И вдруг я вспомнил — есть человек, который выслушает…

«Ты можешь недоумевать, — писал я, — можешь пренебрежительно отмахнуться, можешь и оскорбиться: ни разу не интересовался, как ты там, прижилась ли, что нашла и что потеряла, счастлива или несчастна, вообще жива ли? Вместо этого получи вопль, да еще надсадно звериный. Но уже одно то, что воплю к тебе, далекой-далекой, как-то должно оправдать меня в твоих глазах — нету никого. Ни рядом, ни в стороне, всюду пустыня! Ты, далекая, оказывается, одна на белом свете, кому могу сказать все. Ты, забытая мною, успевшая наверняка забыть меня, скорей сейчас воображение, чем человек во плоти, — единственная ниточка, которая связывает меня с теми, кого мы называем невразумительным словом „другие“. Другие люди — их много вокруг, их нет для меня.
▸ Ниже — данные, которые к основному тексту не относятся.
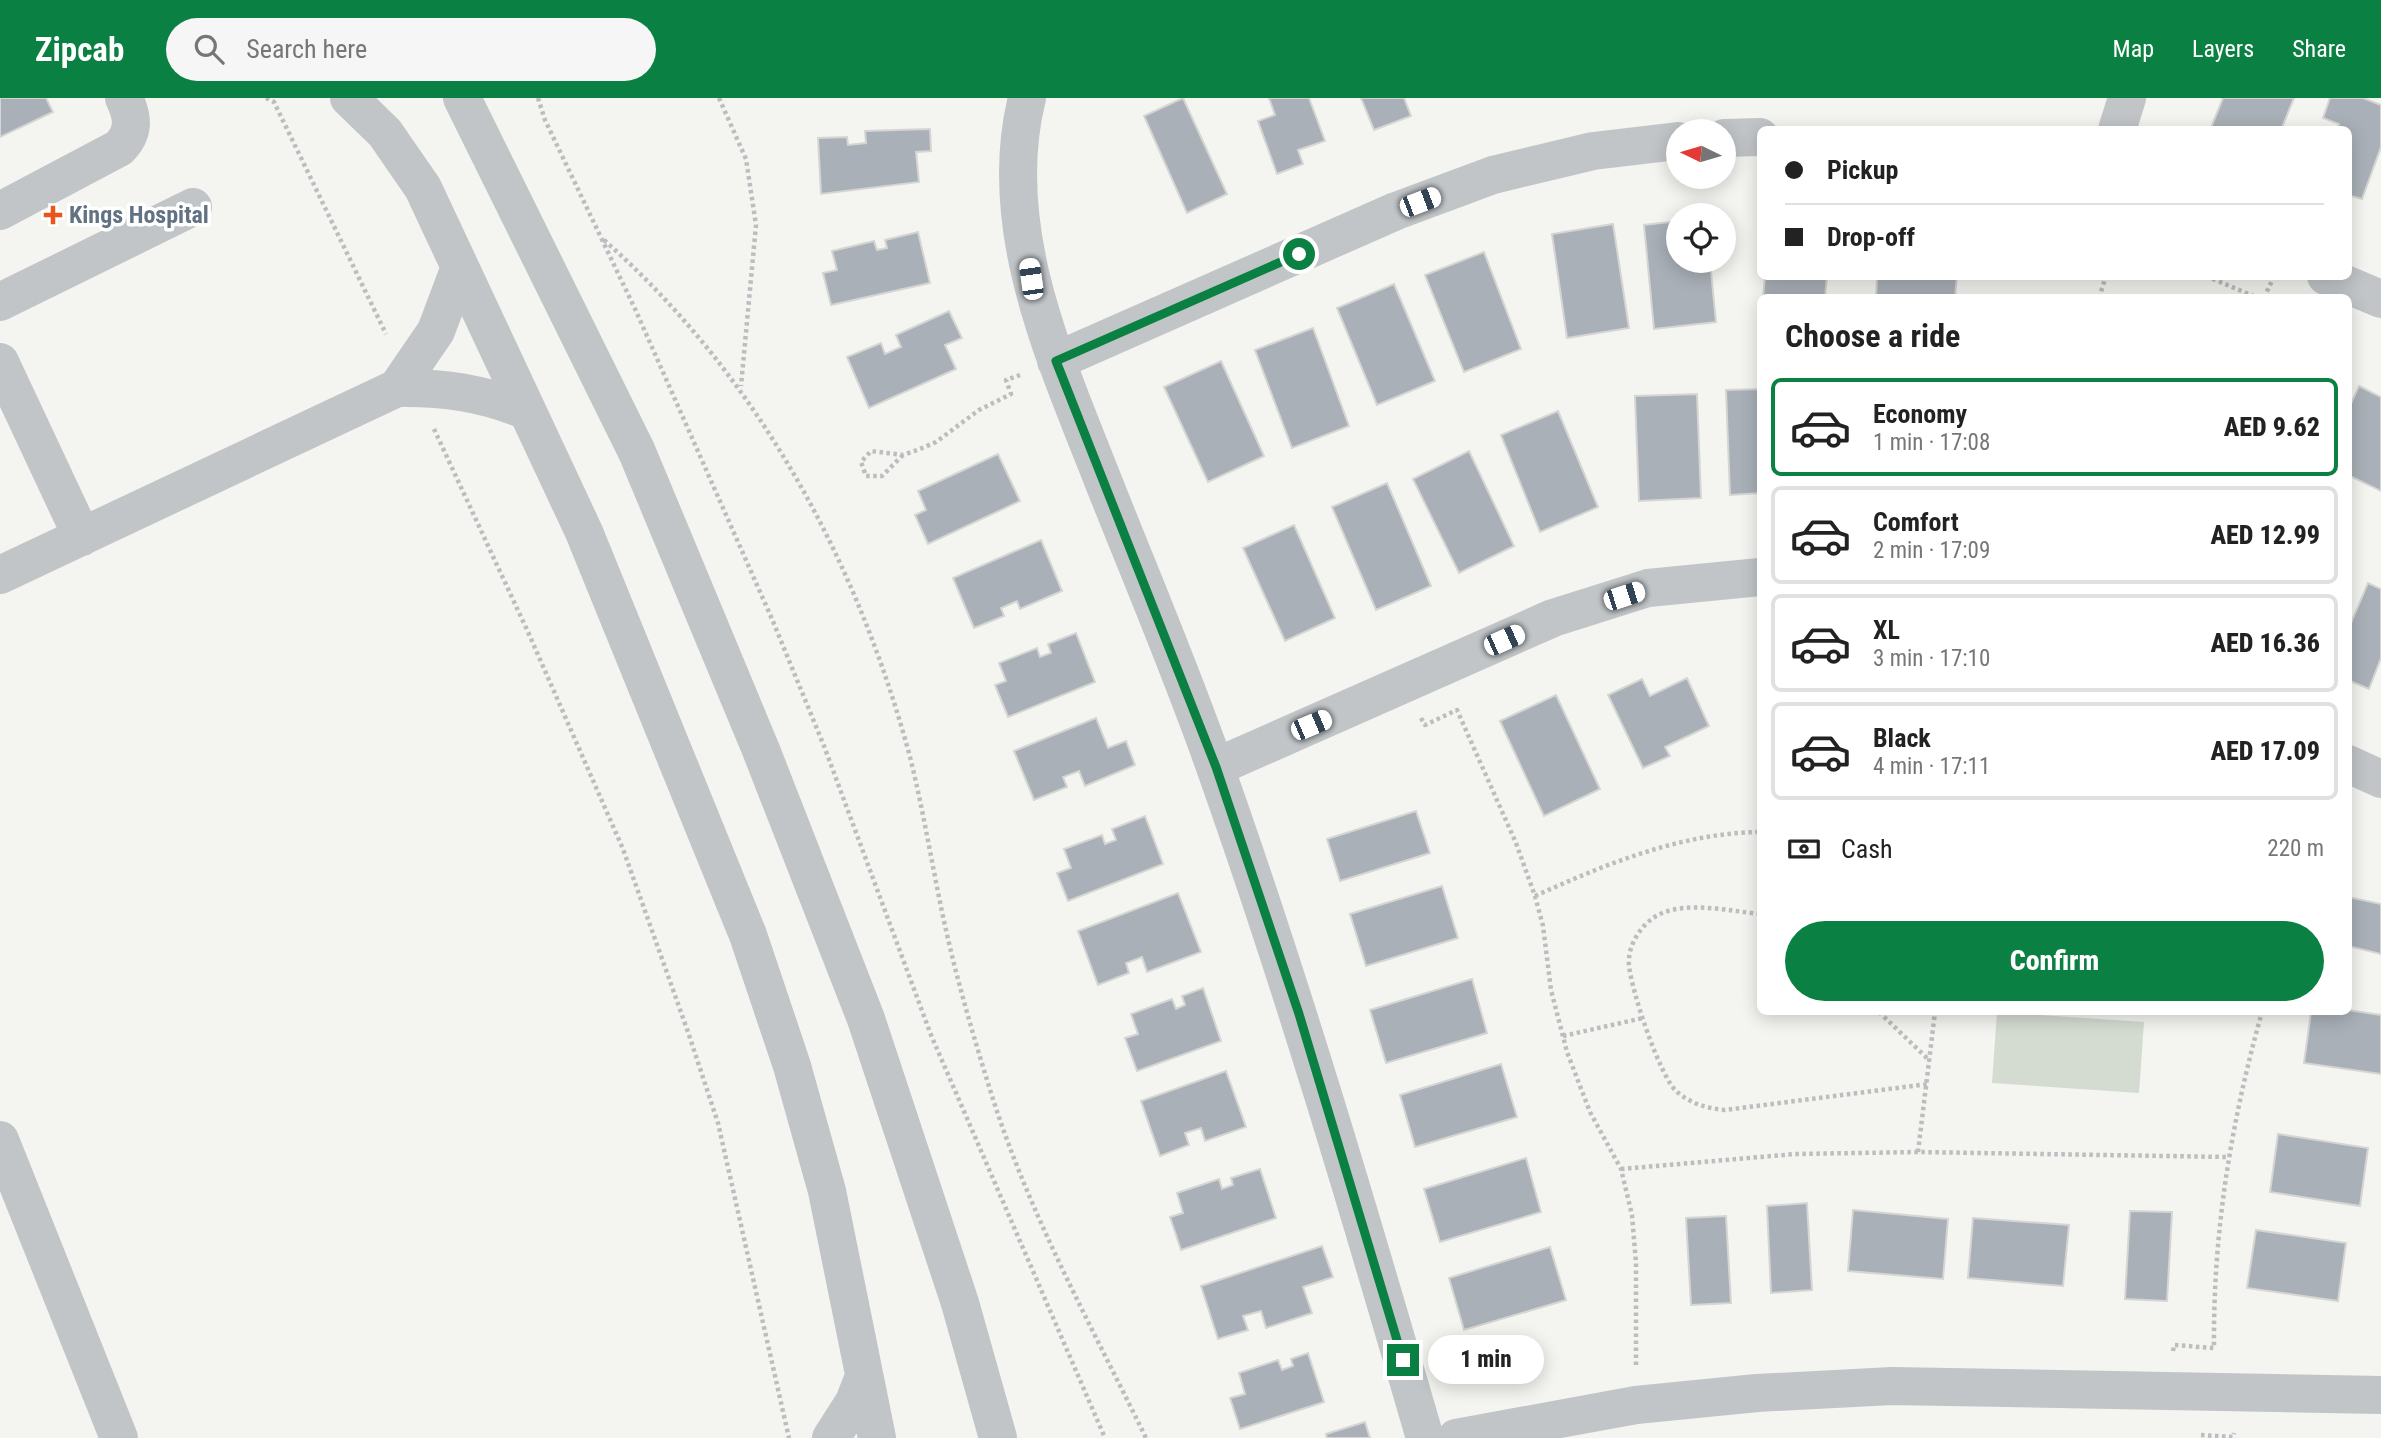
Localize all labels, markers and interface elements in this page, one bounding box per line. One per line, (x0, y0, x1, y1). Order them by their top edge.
search box (166, 18, 656, 81)
text: Zipcab (35, 30, 124, 69)
icon: search (190, 30, 228, 68)
text: Search here (246, 34, 367, 64)
text: Map (2113, 35, 2154, 63)
text: Layers (2192, 35, 2254, 63)
text: Share (2292, 35, 2346, 63)
north arrow (1666, 119, 1736, 189)
map controls (1666, 119, 1736, 273)
text: Pickup (1827, 155, 1898, 185)
car (1397, 185, 1444, 219)
place label: Kings Hospital (69, 201, 209, 229)
button: locate (1666, 203, 1736, 273)
marker: Kings Hospital (43, 205, 63, 225)
text: Drop-off (1827, 222, 1915, 252)
route start (1283, 238, 1315, 270)
car (1018, 257, 1045, 301)
text: Choose a ride (1785, 317, 1960, 355)
icon: car (1789, 396, 1852, 459)
text: Economy (1873, 399, 1967, 429)
text: AED 9.62 (2224, 412, 2320, 442)
text: 1 min · 17:08 (1873, 429, 1990, 456)
icon: car (1789, 504, 1852, 567)
text: Comfort (1873, 507, 1959, 537)
text: AED 12.99 (2210, 520, 2320, 550)
text: 2 min · 17:09 (1873, 537, 1990, 564)
car (1601, 580, 1648, 612)
icon: car (1789, 612, 1852, 675)
text: XL (1873, 615, 1900, 645)
car (1481, 622, 1528, 658)
text: AED 16.36 (2210, 628, 2320, 658)
text: 3 min · 17:10 (1873, 645, 1990, 672)
car (1288, 707, 1335, 743)
icon: car (1789, 720, 1852, 783)
text: Black (1873, 723, 1931, 753)
text: AED 17.09 (2210, 736, 2320, 766)
text: 4 min · 17:11 (1873, 753, 1990, 780)
icon: cash (1785, 830, 1823, 868)
text: Cash (1841, 834, 1893, 864)
text: 220 m (2267, 835, 2324, 862)
button: Confirm (1785, 921, 2324, 1001)
callout: 1 min (1428, 1336, 1543, 1384)
route end (1387, 1344, 1419, 1376)
text: 1 min (1460, 1346, 1512, 1373)

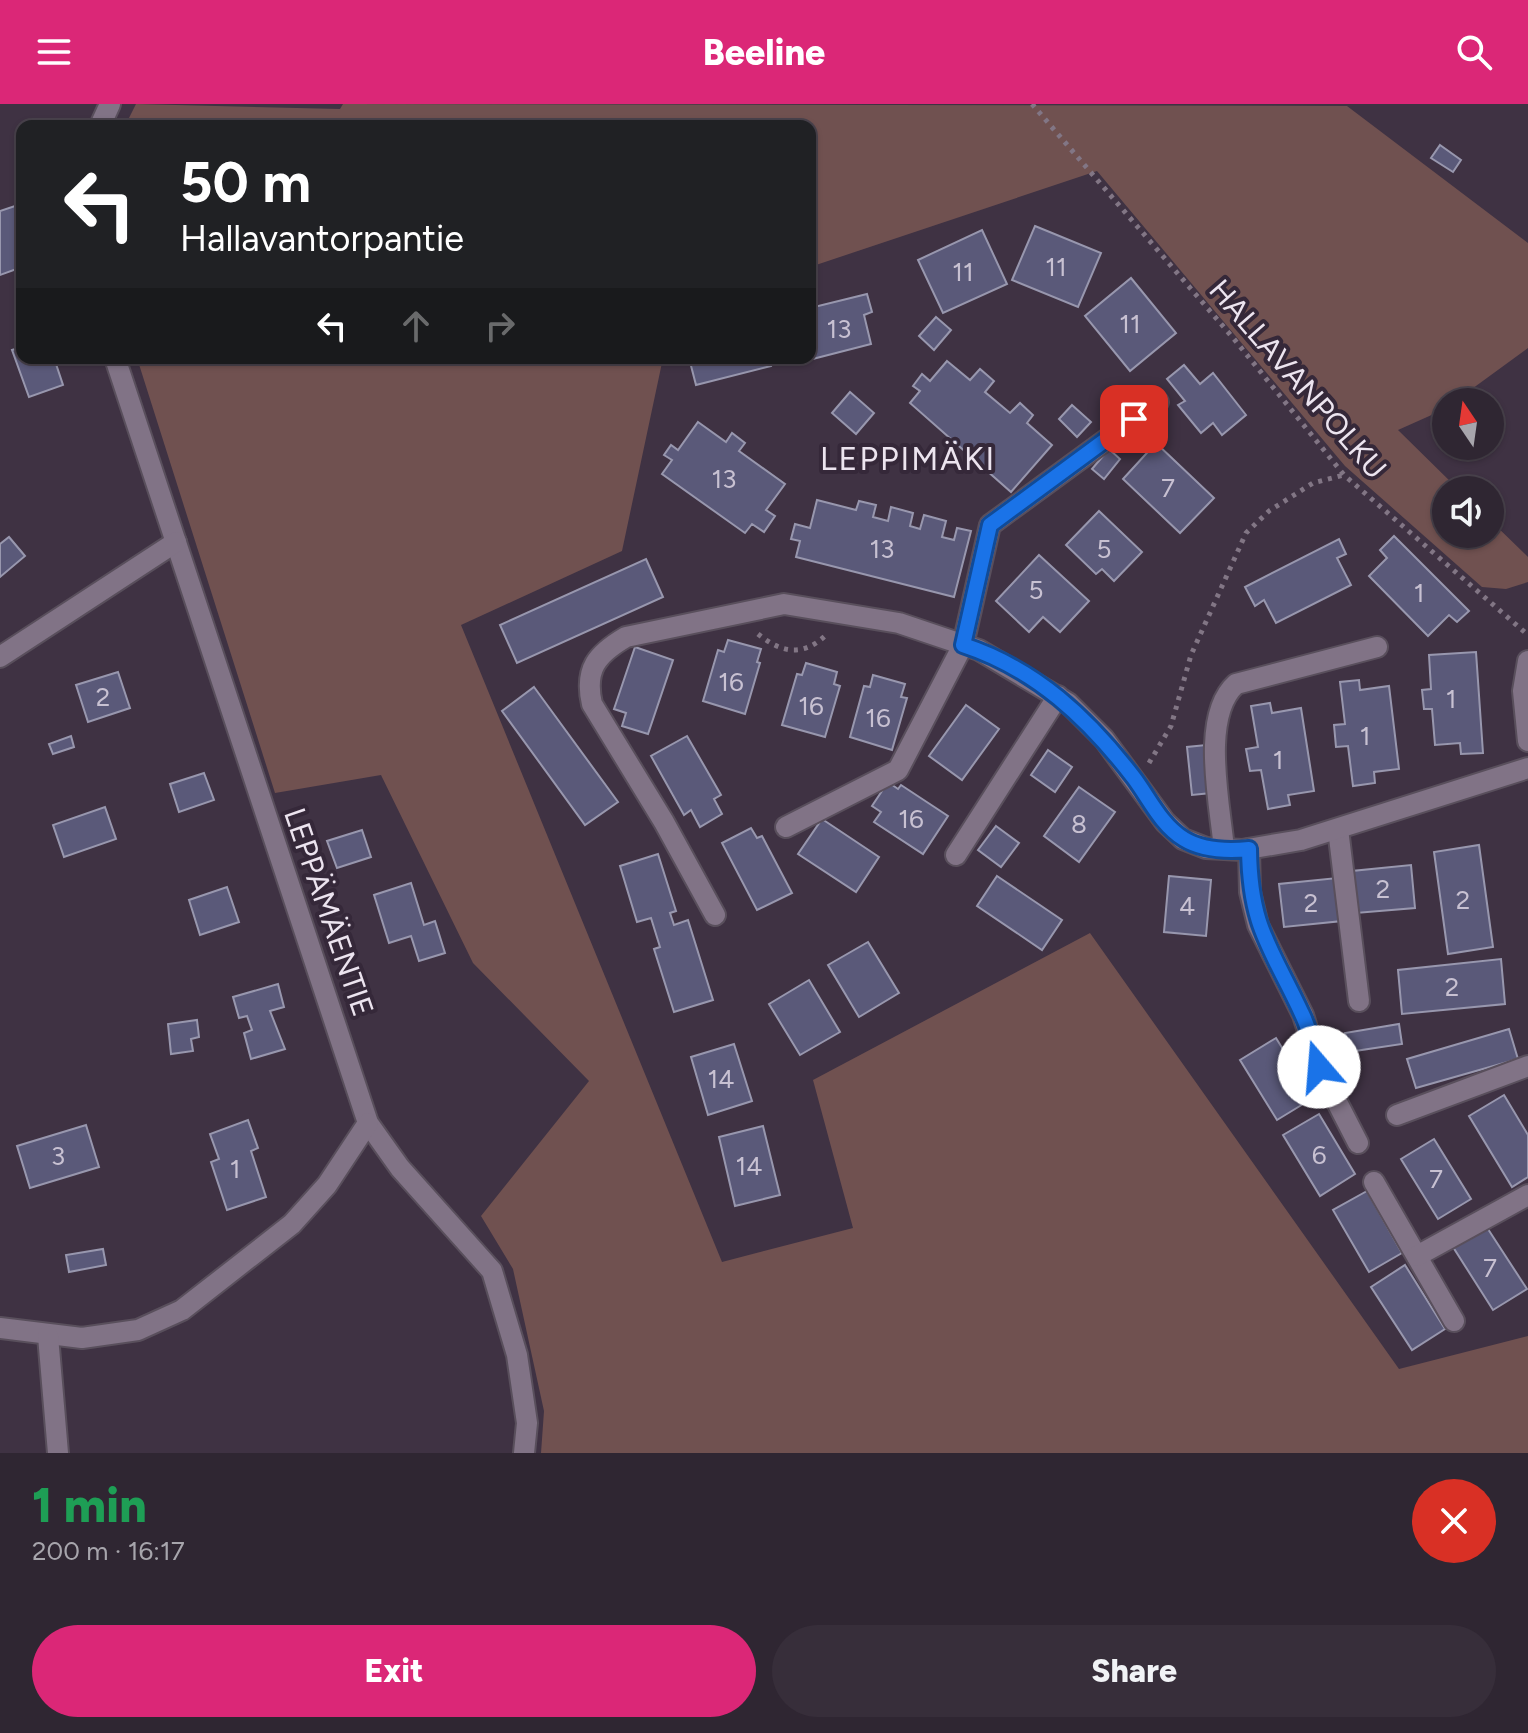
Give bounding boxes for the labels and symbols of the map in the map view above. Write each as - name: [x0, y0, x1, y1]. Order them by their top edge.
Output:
- house number: 11: [1045, 251, 1067, 283]
- house number: 11: [952, 256, 974, 288]
- street label: HALLAVANPOLKU: [1201, 272, 1395, 486]
- house number: 11: [1119, 308, 1141, 340]
- house number: 13: [827, 313, 851, 345]
- pin: [1100, 385, 1168, 453]
- north arrow: [1432, 388, 1504, 460]
- district label: LEPPIMÄKI: [820, 440, 996, 478]
- house number: 13: [712, 463, 736, 495]
- house number: 7: [1161, 472, 1175, 504]
- house number: 13: [870, 533, 894, 565]
- house number: 5: [1097, 533, 1111, 565]
- house number: 5: [1029, 574, 1043, 606]
- house number: 1: [1414, 577, 1424, 609]
- house number: 16: [718, 666, 744, 698]
- house number: 2: [96, 681, 110, 713]
- house number: 1: [1446, 683, 1456, 715]
- house number: 16: [798, 690, 824, 722]
- house number: 16: [865, 702, 891, 734]
- house number: 1: [1360, 720, 1370, 752]
- house number: 1: [1273, 744, 1283, 776]
- street label: LEPPÄMÄENTIE: [276, 803, 382, 1021]
- house number: 16: [898, 803, 924, 835]
- house number: 8: [1071, 808, 1087, 840]
- house number: 2: [1376, 873, 1390, 905]
- house number: 2: [1456, 884, 1470, 916]
- house number: 2: [1304, 887, 1318, 919]
- house number: 4: [1179, 890, 1195, 922]
- house number: 2: [1445, 971, 1459, 1003]
- position arrow: [1277, 1025, 1361, 1109]
- house number: 14: [708, 1063, 734, 1095]
- house number: 6: [1312, 1139, 1326, 1171]
- house number: 3: [51, 1140, 65, 1172]
- house number: 14: [736, 1150, 762, 1182]
- house number: 1: [230, 1153, 240, 1185]
- house number: 7: [1429, 1163, 1443, 1195]
- house number: 7: [1483, 1252, 1497, 1284]

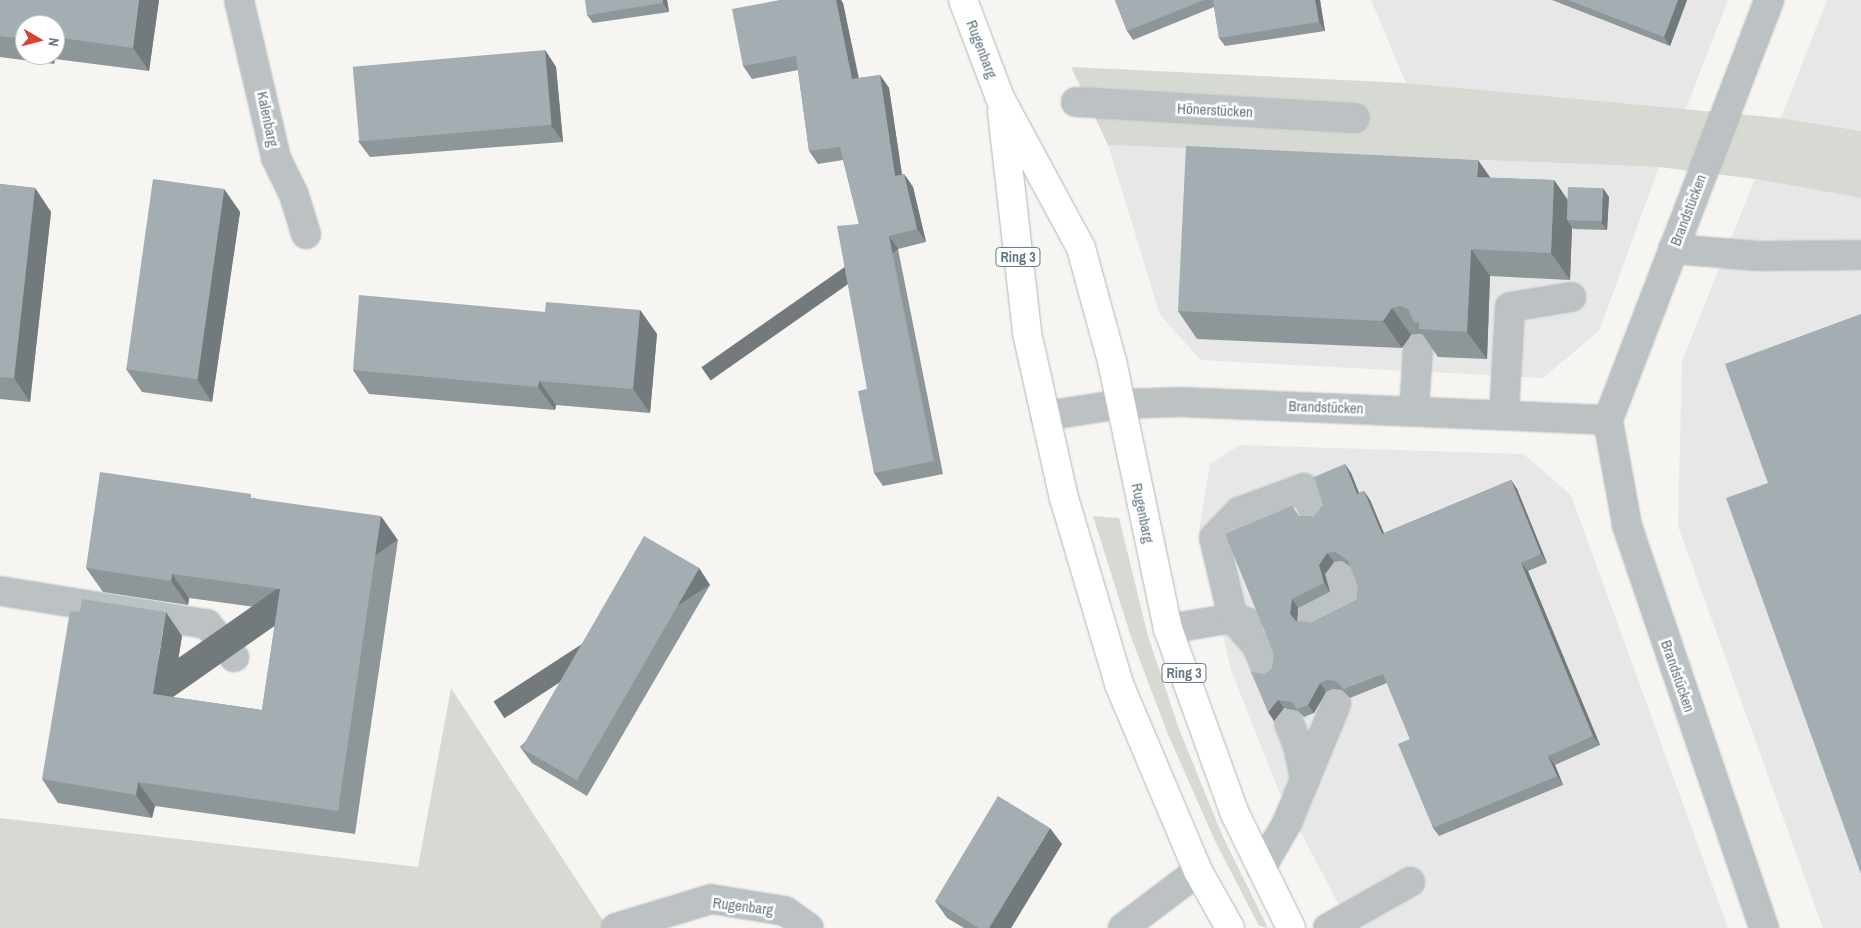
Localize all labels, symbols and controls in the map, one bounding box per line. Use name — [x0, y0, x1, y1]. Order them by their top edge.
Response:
north arrow — [15, 15, 65, 65]
street label: Rugenbarg — [963, 17, 1001, 81]
text: N — [44, 37, 63, 47]
street label: Kalenbarg — [253, 90, 283, 148]
street label: Hönerstücken — [1177, 99, 1253, 121]
street label: Brandstücken — [1666, 172, 1710, 248]
road number: Ring 3 — [994, 246, 1042, 268]
street label: Brandstücken — [1288, 397, 1364, 417]
street label: Rugenbarg — [1128, 481, 1158, 545]
street label: Brandstücken — [1657, 638, 1699, 714]
road number: Ring 3 — [1160, 661, 1208, 684]
street label: Rugenbarg — [712, 893, 774, 919]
С тех пор как мы расстались, я пережил счастье… Посторонним оно может показаться обычным, для меня — головокружительное. Я любил и не верил, что полюбят меня. Полюбили! И я тогда самонадеянно уверовал в свою неповторимую исключительность. Я, не колеблясь, шел навстречу тому, что желал, и получал даже больше, чем смел помыслить. И в моем деле, тебе известном, исполнилось некое чаянье, которое можно назвать если не успехом, то многообещающей удачей. И самомнение счастливца, и самоуверенность победителя… От высоты и паденье, по грехам и заслуги.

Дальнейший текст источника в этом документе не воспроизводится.